Charlie is a visiting Postdoctoral Research Fellow at the Program on Science, Technology and Society, Harvard Kennedy School, and a Lecturer in Law at the University of Technology Sydney. Charlie’s research focuses on international legal ordering and disordering, including the use of force, management of disasters, and large-scale engineering projects. Her work seeks to uncover discarded histories of international law, calling into question the progress narrative of the contemporary international legal order. She has written on the politics of justifying the use of force, memorialization of the Great War, and the Cold War.
Benjamin Raimbault is a doctoral candidate in STS at the University of Paris-Est Marne la Vallée and a visiting fellow at the Harvard STS program. His current research focuses on the emerging technoscientific field through the case of Synthetic Biology with a particular interest on the mobilization of the notion of engineering biology. Benjamin is an agricultural engineer specialized in sociology of environment graduated from the school AgroParisTech in 2012. In 2013, he received a master in History, Philosophy, and Sociology of Science at the Ecole des Hautes Etudes en Sciences Sociales (EHESS) in Paris, writing his dissertation on the emergence of synthetic biology through a scientometric approach.

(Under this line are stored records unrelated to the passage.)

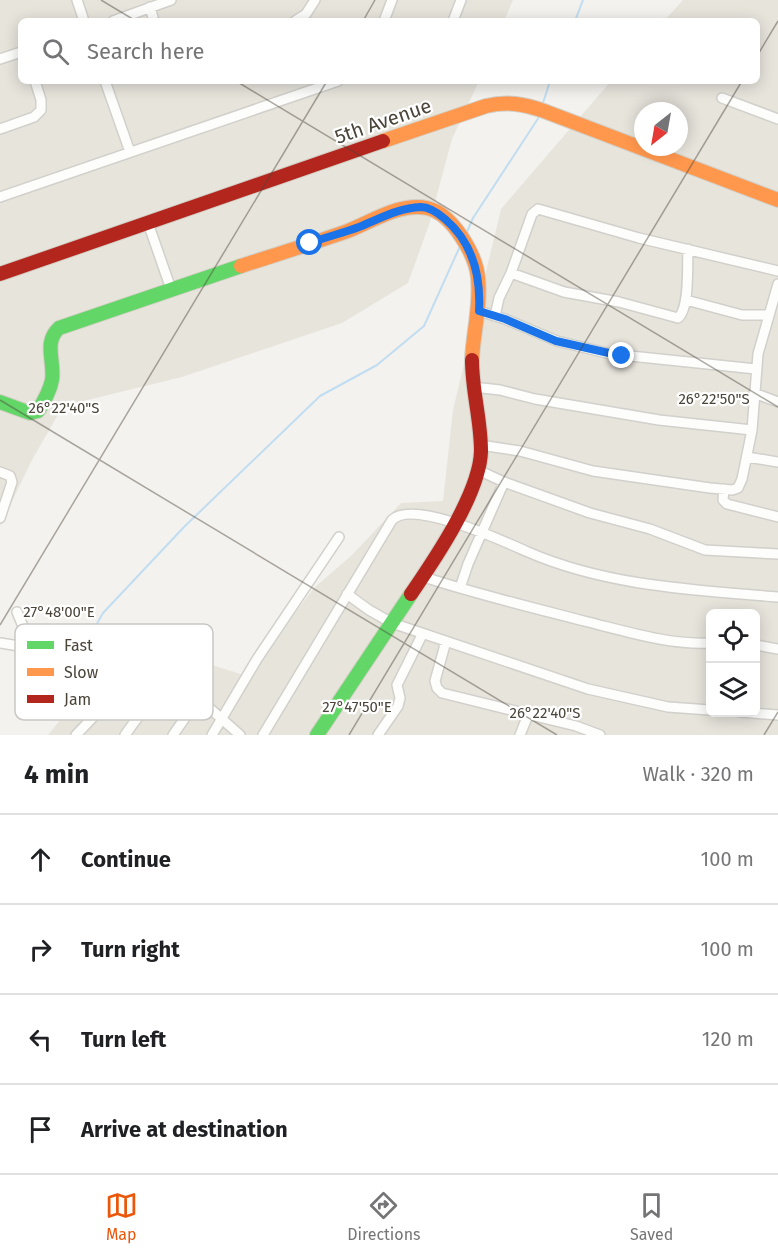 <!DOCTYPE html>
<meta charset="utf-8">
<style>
:root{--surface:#fff;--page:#f2f2f2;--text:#202124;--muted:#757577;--line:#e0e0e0;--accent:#ea580c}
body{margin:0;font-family:"Fira Sans",sans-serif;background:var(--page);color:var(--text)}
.controls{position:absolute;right:18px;bottom:18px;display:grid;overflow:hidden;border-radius:9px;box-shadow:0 3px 15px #0003}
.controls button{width:54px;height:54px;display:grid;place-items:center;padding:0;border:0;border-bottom:2px solid var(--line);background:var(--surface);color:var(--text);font:30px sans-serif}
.compass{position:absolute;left:634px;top:102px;width:54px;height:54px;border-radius:50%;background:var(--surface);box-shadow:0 3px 15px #0003;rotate:211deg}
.stop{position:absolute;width:18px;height:18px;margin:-14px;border:4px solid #1a73e8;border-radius:50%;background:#fff}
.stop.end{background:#1a73e8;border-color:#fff;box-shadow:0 2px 6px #0008}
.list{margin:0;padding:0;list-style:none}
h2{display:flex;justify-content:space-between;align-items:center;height:78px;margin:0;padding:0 24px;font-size:26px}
h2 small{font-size:20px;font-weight:400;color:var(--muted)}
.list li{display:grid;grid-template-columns:39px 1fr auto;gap:18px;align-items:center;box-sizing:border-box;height:90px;padding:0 24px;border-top:2px solid var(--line)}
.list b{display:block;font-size:22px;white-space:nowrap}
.list em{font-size:20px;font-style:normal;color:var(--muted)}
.icon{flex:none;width:33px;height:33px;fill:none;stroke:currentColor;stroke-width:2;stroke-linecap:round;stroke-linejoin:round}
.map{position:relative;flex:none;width:778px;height:735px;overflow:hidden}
.search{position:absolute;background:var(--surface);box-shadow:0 3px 15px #0003;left:18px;right:18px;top:18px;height:66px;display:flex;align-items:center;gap:15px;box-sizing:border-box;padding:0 21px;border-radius:9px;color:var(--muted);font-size:22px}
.sheet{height:438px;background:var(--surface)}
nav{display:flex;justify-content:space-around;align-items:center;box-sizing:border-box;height:84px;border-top:2px solid var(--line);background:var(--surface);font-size:16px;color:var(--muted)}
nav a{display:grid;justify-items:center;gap:3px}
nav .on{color:var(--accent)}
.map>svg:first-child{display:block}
</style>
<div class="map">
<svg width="778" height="735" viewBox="0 0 778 735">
<rect width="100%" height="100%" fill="#f4f2ee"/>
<!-- residential -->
<path fill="#e7e4dc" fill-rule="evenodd" d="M0,0H513L504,21H21V81H479L452,139L429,225L408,283L342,323L182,377L63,406L32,460L0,526Z
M683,0H778V735H48L89,684L145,644L247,676L314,588L352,555L401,503L443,501L453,410L501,209L611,81H757V21H664ZM643,111H679V147H643ZM710,614H756V712H710Z"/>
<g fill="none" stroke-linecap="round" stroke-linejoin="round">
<!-- stream -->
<path stroke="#c0ddf1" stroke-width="2" d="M575,21L583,0
M542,106L550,81
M466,234L473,218L541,114
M49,709L103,613L184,527L320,396L377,365L424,326L461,244"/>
<defs>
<path id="street" d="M77,0L84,21
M150,7L154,21
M113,21L171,0
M295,21L306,14L315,0
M384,21L392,0
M453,21L461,0
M0,59L21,52
M105,81L130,152
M722,98L778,119
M0,129L34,117L41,110V100L35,81
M0,197L338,81
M148,223L171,289
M511,273L564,292L619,302L678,318C690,308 687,265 688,249
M686,300L742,315H768
M479,311L505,319L557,341L611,354L756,369
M495,316L499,298L511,273L532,214L538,209L639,238L778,271
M473,387L500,390L535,399L659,420L752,430
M754,393L778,402
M480,445L520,451L593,471L710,488L732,490L738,488L742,479L752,430L758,354L778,284
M747,457L778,462
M478,470L504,482L590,513L650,529L705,550L778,554
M0,472L10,476L12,482L0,518
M724,489L723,500L727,504L778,517
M424,577C476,594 530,607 584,621C625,631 668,645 710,643
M460,588L468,564L504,482
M347,594L369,610L392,623L588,689L668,707L710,710
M446,641L435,681L437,688L442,693L576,726L600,735
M0,643L32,648L17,612
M756,645L778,649
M740,712L778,715
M76,735L97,713L109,686L128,670L147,659L155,663L188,689L240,735
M125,735L169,674
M173,735L199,698
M212,735L257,659L339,537
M263,735L392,520C413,499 503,541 528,552C606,586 694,590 778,597
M378,735L398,706L400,698L397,685L422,635
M520,735L528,715"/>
<path id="fast" d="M0,402L30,413L38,411C44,401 50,391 52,380C55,361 43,343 59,328L241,266
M317,735L411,594"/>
<path id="slow" d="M383,141L486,106C507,101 524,104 544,111L778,200
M241,266C275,255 310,244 345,232C370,223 399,202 427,208C452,213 476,255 478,278C481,306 473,333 472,360"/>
<path id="jam" d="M0,274L383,141
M411,594C435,559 480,493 481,451C481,420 472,391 472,360"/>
</defs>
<!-- street casing -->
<use href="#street" stroke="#d2d0cb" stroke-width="12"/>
<!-- fast casing -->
<use href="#fast" stroke="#d3cfc5" stroke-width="16"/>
<!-- slow casing -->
<use href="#slow" stroke="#d3cfc5" stroke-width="16"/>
<!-- jam casing -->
<use href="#jam" stroke="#d3cfc5" stroke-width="16"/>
<!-- street -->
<use href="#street" stroke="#fdfdfc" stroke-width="9"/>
<!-- fast -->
<use href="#fast" stroke="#63d668" stroke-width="14"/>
<!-- slow -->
<use href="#slow" stroke="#ff974d" stroke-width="14"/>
<!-- jam -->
<use href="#jam" stroke="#b3261e" stroke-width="14"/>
</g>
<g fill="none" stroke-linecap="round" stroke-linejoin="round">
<!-- route -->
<path stroke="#1a73e8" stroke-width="8" d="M310,243C326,237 343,233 359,227C379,219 398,208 421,207C430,207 438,213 445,219C473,243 481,275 479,311L505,319L556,341L622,356"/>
</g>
<!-- ticks -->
<path fill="none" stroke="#4b4439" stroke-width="1.5" stroke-opacity="0.45" d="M101,0L136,21M363,21L375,0M757,56L778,21M236,81L778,407M0,400L557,735M0,625L327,81M349,735L742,81M764,735L778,712"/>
<g text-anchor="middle" stroke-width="4.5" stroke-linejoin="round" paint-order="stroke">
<!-- street labels -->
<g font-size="20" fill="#4b4439" stroke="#fff">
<text transform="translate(383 121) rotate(-19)" y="7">5th Avenue</text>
</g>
</g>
<!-- legend -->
<rect x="15" y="624" width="198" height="96" rx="9" fill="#fff" stroke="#c9c7c4" stroke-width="1.5"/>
<rect x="27" y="641" width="27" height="8" fill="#63d668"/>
<rect x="27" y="668" width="27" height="8" fill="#ff974d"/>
<rect x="27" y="695" width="27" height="8" fill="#b3261e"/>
<g font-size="16" fill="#4b4439">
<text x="64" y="651">Fast</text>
<text x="64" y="678">Slow</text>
<text x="64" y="705">Jam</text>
</g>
<g font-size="15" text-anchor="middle" fill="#4b4439" stroke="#fff" stroke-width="4.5" stroke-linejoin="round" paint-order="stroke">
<text x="714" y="404">26°22'50"S</text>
<text x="64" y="413">26°22'40"S</text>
<text x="59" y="617">27°48'00"E</text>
<text x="357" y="712">27°47'50"E</text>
<text x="545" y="718">26°22'40"S</text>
</g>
</svg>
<div class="controls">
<button><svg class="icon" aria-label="locate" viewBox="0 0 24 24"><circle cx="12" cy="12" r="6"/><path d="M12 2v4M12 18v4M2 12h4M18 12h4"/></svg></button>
<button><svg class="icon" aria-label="layers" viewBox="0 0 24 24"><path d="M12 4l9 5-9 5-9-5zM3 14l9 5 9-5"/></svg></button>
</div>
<svg class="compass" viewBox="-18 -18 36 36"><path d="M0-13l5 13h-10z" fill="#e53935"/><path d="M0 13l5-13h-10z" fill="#757577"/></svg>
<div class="stop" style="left:310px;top:243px"></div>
<div class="stop end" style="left:622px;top:356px"></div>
<div class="search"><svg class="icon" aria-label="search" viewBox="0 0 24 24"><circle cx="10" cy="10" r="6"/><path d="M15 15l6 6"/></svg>Search here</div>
</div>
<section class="sheet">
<h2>4 min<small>Walk · 320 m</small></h2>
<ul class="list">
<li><svg class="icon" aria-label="ahead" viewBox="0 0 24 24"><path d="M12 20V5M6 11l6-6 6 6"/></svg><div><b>Continue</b></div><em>100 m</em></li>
<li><svg class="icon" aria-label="right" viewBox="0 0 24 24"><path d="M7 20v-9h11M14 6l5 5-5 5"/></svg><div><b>Turn right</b></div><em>100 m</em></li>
<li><svg class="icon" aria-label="left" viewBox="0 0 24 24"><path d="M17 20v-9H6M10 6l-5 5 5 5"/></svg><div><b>Turn left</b></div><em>120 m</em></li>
<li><svg class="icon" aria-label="arrive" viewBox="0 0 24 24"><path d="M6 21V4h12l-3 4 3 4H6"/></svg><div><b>Arrive at destination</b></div></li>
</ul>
</section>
<nav>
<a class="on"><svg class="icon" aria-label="map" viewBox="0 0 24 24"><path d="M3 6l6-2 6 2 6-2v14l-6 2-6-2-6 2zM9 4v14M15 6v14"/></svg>Map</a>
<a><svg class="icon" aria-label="directions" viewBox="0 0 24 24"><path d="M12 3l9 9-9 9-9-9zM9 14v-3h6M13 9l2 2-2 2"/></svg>Directions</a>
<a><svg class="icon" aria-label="saved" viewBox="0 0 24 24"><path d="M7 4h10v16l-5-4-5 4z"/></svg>Saved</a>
</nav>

Matthew Sample is a doctoral candidate in philosophy at the University of Washington and a visiting fellow at the Harvard STS program. His current dissertation research focuses on recent experiments in socio-ethical engagement with scientists and engineers, exploring the tension between social constraints and individual moral responsibility within technoscientific contexts. This project aims formulate a notion of technoscientific accountability that can accommodate social, ethical, and epistemic perspectives.
Kyoko Sato is Associate Director of the Program in Science, Technology, and Society at Stanford University and Senior Researcher on the Harvard STS Program's project, “The Fukushima Disaster and the Cultural Politics of Nuclear Power in the United States and Japan”(2013-2016). The project is funded by a grant from the National Science Foundation, with Sheila Jasanoff as the Principal Investigator, and explores how postwar nuclear governance evolved in Japan and the United States, as well as the impact of the 2011 Fukushima nuclear disaster.
Hilton Simmet is a Student Fulbright Scholar and Visiting Research Fellow at the STS Program at Harvard. While doing his Fulbright in Senegal for the 2015-2016 academic year, he will be looking at how varied imaginaries of development compete for time and value, and how local modes of world-making intersect with global concerns about sustainable development, migration, and progress.